Dearest Members of Bethlehem,


“When they had heard the king, they set out; and there, ahead of them, went the star that they had seen at its rising, until it stopped over the place where the child was.” -Matthew 2:9


As we wrap up our celebration of Christmas and look forward to Epiphany I am enjoying the richness of this time of the year, reminding myself that as wonderful as the 12 days of Christmas are, Epiphany is just as worthy of recognition and celebration.


Let’s just think about the richness of the account from the Gospel of Matthew.  In the midst of this glorious story there are two competing forces at work.


First, we have King Herod, he is a questionable character to say the least.  King Herod, like the magi, is seeking Jesus, this new born king.  But, as we know, Herod is seeking Jesus for a different reason.  Herod wants to eliminate a threat to his rule, to his kingdom.  It’s humbling to think that Jesus of Nazareth endured serious persecution from his earliest days.


By contrast, these magi, these “wise men,” or “kings,” as they are sometimes referred to, are seeking the Christ, because of the hope and promise this newborn king is ushering into the world.  And, perhaps, even more enlightening, these magi are seeking Jesus for some more specific reasons as well.  They want to pay the king homage, they want to worship him.  And they are also seeking an audience with Christ, because they have some critically important gifts to share with him.
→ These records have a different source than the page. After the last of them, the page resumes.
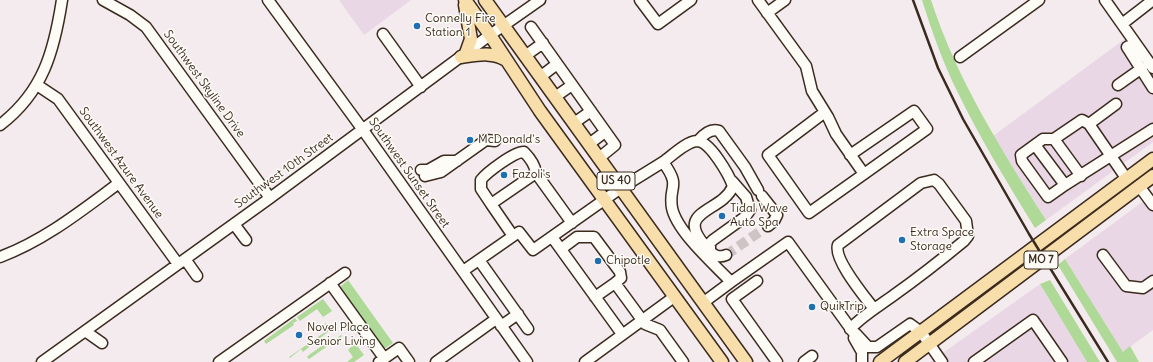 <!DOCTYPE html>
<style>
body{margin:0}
canvas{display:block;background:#f4ebef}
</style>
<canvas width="1153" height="362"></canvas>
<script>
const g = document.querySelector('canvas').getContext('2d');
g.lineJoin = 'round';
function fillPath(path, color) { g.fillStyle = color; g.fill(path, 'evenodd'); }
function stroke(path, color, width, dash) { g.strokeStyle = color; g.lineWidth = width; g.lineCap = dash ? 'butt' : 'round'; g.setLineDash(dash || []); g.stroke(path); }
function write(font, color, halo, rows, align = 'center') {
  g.font = font + ' Delius,sans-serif'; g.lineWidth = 3; g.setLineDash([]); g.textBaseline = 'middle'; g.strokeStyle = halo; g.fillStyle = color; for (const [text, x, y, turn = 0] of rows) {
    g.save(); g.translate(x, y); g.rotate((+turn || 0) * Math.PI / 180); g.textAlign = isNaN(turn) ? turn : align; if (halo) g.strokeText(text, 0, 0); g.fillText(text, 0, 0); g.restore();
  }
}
const built = new Path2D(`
 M339,0h72l-47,35z
 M1126,38l27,38v66l-107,78 -53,-84z
 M1153,194v136l-30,22 -58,-93z
 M1040,284l47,78h-157z`);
const green = new Path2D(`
 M922,0h9c26,80 70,149 115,220l-11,8c-27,-44 -54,-88 -77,-135 -15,-30 -26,-61 -36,-93z
 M1065,259l58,93 7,-6 9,16h-22l-59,-97z
 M348,280l45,63 -9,6 -24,-34 1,-1 -2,-1 -19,-26z
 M1050,280l50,82h-13l-47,-78z
 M323,299l9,12 -9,6 -6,-8 -17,12 -3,-4z
 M295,318l2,3 -4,2 1,2 -28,19 -2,-3z
 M326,323l3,5 6,-2 -32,26 -2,-3 -11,9 -1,-1 39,-27 -4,-6z
 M341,335l1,1 -3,3 2,6 -3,-5h-2l-31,22 4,-3 -2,-2 2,-2 14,-10 2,2z
 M355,343l9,12 -10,7h-7l6,-5 -5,-7z`);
const minorTunnel = new Path2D(`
 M726,255l42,-29`);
const minor = new Path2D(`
 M103,0l27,15 16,12 124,171
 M268,0l95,130 164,232
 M640,0l18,24 33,-24
 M758,0l48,66 6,25 16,26 8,17 28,40 63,-45 -13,-18 -64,44
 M1105,0l48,68
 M767,13l18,-13
 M1122,24l31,-24
 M531,27l84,118 -16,13
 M383,34l38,53
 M1135,43l-8,4 26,41
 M525,56l18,-13
 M960,57l79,-57
 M540,77l17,-13
 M37,85l21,14 120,165
 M1118,85l24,-17
 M555,97l17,-12
 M825,112l-57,43 41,58 55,-39
 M574,123l17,-12
 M1089,124l27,-20
 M0,125c43,-33 54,-73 62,-125
 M1054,139l27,37
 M698,141c5,-6 12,-13 21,-10l26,36 13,23
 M589,144l16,-12
 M1035,145l30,40 -17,12 -26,-36 -1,-6 22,-16h11l28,-19 7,4 37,54
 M663,162c9,-6 22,-20 34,-21 13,0 32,34 36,45 -11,28 -63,23 -24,64 5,6 10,8 17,5
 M421,170h7l16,-9h13
 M425,176l16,-4 45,-32 9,1
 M1065,185l88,-56
 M1139,186l14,19
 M762,196l15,19 -3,6 -6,5
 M491,204l-10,-15v-9c5,-7 34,-29 43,-28 6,6 11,13 12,21
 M234,224l12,16
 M513,236l-22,-32 45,-31 36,50
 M552,237l70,97
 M561,249l16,-12h17l26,35 1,6 -6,5
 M710,251v-8l3,-3 32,-23 5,-7 -4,-13 -14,-16
 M1103,255l23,31 17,2 10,-7
 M0,257c45,-17 81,-46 119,-74
 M185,259l12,17
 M479,260l49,69
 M463,271l56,-39 14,18 88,-62 42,-26c19,26 5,23 9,46 5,24 43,57 59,74l57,-40 65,90 3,2 12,13h9l33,-23 11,8 21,30
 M757,281l-25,18 45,63
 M330,283l54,75
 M595,297l20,-14 30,41 15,6 23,32
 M704,302l27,-20
 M501,326l17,-12
 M850,329c13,-14 29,-23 44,-34 24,-17 47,-35 70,-54l4,-5 -2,-15 -27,-37 -5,-4 -13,3 -83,62c-5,14 27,52 36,64
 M85,331l17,12
 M854,338l8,14v10
 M42,362l228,-164 220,-163 50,-35
 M219,362l126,-89
 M379,362l20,-14 10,14
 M436,362l60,-43
 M585,362l89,-65
 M804,362l8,-6
 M974,362l59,-42 29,42`);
const major = new Path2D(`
 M465,0l25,35 50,76 182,251
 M485,0l261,362
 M465,5l6,34 -5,14
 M461,57c15,-2 31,-6 45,3
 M880,362l273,-203
 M905,362l248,-186`);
const rail = new Path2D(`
 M913,0l25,68 25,51 66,115 79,128`);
const markers = [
 [417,26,4,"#1f6fb2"],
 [470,140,4,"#1f6fb2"],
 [504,175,4,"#1f6fb2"],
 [722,216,4,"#1f6fb2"],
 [902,240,4,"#1f6fb2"],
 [598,261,4,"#1f6fb2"],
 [812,307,4,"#1f6fb2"],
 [299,335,4,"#1f6fb2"]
];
const shields = [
 [616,181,38],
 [1041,260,34]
];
const shieldNames = [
 ["US 40",616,181],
 ["MO 7",1041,260]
];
const poiNames = [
 ["Connelly Fire",425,19],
 ["Station 1",425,33],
 ["McDonald's",478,140],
 ["Fazoli's",512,175],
 ["Tidal Wave",730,209],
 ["Auto Spa",730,223],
 ["Extra Space",910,233],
 ["Storage",910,247],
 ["Chipotle",606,261],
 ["QuikTrip",820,307],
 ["Novel Place",307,328],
 ["Senior Living",307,342]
];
const streetNames = [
 ["Southwest Skyline Drive",204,84,54],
 ["Southwest Azure Avenue",121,163,54],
 ["Southwest 10th Street",284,171,-36],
 ["Southwest Sunset Street",409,173,55]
];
fillPath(built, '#ead7e5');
fillPath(green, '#aed997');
stroke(minorTunnel, '#cfc4c5', 10, [10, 5]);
stroke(minor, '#3b2a1e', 13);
stroke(major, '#3b2a1e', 15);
stroke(minor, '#fdfcf7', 10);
stroke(major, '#f8deab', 12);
stroke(rail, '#3b2a1e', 2.5);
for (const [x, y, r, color] of markers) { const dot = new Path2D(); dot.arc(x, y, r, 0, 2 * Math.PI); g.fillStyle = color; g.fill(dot); stroke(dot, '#fdfcf7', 1.5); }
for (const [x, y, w] of shields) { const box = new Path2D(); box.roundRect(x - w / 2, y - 9, w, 18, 3); g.fillStyle = '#fdfcf7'; g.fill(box); stroke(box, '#3b2a1e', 1); }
write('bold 11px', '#3b2a1e', null, shieldNames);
write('12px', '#3b2a1e', '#fdfcf7', poiNames, 'left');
write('12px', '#3b2a1e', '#fdfcf7', streetNames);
</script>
Now, as we consider the difference between Herod and the magi, we come to a deeper understanding of just how important motivations really are.  Herod’s motivations are entirely self-centered and self-seeking.  Needless to say, Herod is not the exemplar, not the hero of our story.


On the other hand, these “wise men” travel a great distance, risk their own safety, make an enormous investment of time and resources, all because they hope to show their commitment and devotion, not only to Christ, but also to this new kingdom that is taking shape in our midst.


As we begin this new year, we may be making some new resolutions, hoping to turn over some new leaves, and that’s wonderful… but from a spiritual perspective, sometimes the best thing that we can possible do is simply examine our motivations.  Who are we serving?  Who or what is the object of our worship and devotion?  And with whom are we sharing our gifts?  Spend some time with these questions and it may make for a much more meaningful 2024!            


Question for reflection: The wise men were guided by a star, what guides you through your life of discipleship?